▸ **TASK GOAL**: If a line in the data holds "down", copy that line out in full.

Stored items from a collection:
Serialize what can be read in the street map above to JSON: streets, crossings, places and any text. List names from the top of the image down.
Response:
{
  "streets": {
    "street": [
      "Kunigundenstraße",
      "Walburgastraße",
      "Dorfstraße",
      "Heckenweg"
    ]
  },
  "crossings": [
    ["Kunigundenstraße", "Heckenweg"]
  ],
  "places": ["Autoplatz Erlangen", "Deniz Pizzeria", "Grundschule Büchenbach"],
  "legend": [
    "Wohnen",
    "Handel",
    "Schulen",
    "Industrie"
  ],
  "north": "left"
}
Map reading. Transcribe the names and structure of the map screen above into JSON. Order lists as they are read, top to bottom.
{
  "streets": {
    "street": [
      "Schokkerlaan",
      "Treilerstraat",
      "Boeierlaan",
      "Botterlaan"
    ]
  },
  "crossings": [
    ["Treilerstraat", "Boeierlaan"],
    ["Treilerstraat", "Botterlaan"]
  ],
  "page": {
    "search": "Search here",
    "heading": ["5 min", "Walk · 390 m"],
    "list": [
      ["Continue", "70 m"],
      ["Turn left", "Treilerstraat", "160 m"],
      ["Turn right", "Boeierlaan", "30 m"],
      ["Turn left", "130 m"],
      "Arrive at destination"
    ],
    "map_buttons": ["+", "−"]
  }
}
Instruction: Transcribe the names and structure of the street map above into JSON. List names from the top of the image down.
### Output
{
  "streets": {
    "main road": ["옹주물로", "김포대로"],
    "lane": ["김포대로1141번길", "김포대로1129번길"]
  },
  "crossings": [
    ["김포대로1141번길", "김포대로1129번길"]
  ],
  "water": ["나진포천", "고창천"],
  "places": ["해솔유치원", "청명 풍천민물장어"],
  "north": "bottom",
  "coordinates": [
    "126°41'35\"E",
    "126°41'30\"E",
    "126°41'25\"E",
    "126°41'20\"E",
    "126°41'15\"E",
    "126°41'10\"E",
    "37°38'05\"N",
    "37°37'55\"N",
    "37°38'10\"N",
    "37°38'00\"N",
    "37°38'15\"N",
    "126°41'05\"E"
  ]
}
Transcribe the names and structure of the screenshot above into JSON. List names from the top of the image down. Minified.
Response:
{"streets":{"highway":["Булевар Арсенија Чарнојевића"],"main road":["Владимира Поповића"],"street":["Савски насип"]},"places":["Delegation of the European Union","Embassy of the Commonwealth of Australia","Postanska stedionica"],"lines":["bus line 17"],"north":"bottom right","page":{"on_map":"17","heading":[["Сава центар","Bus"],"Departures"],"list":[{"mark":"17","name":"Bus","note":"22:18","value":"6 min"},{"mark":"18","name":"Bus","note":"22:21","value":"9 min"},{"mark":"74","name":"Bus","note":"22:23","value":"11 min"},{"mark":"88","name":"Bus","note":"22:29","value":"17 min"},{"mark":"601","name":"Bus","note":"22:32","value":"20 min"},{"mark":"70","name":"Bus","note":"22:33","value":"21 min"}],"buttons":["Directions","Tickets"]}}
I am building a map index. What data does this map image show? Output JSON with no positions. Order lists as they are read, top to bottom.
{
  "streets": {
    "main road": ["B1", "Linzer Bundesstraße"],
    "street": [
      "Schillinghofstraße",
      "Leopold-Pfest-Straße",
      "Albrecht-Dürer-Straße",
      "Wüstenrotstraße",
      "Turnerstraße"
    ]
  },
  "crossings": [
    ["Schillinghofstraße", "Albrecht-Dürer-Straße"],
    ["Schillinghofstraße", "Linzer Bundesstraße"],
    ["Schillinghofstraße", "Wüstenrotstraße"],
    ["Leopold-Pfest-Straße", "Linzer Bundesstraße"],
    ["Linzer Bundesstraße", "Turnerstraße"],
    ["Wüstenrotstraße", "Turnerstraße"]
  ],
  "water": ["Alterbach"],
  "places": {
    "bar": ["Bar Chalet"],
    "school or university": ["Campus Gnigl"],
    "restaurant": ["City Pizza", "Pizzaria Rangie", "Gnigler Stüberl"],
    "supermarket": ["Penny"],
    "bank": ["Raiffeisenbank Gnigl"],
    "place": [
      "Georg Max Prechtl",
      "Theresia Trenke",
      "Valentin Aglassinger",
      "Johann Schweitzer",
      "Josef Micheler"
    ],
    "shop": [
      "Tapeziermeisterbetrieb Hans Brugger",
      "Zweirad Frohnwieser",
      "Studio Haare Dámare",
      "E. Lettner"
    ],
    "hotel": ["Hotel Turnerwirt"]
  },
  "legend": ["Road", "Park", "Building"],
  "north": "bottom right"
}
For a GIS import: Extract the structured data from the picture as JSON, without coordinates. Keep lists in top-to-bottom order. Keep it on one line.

▸ **SOLUTION TO THIS EXERCISE**:
Serialize what can be read in the street map above to JSON: streets, crossings, places and any text. List names from the top of the image down.
Instruction: Transcribe the names and structure of the street map above into JSON. List names from the top of the image down.
Transcribe the names and structure of the screenshot above into JSON. List names from the top of the image down. Minified.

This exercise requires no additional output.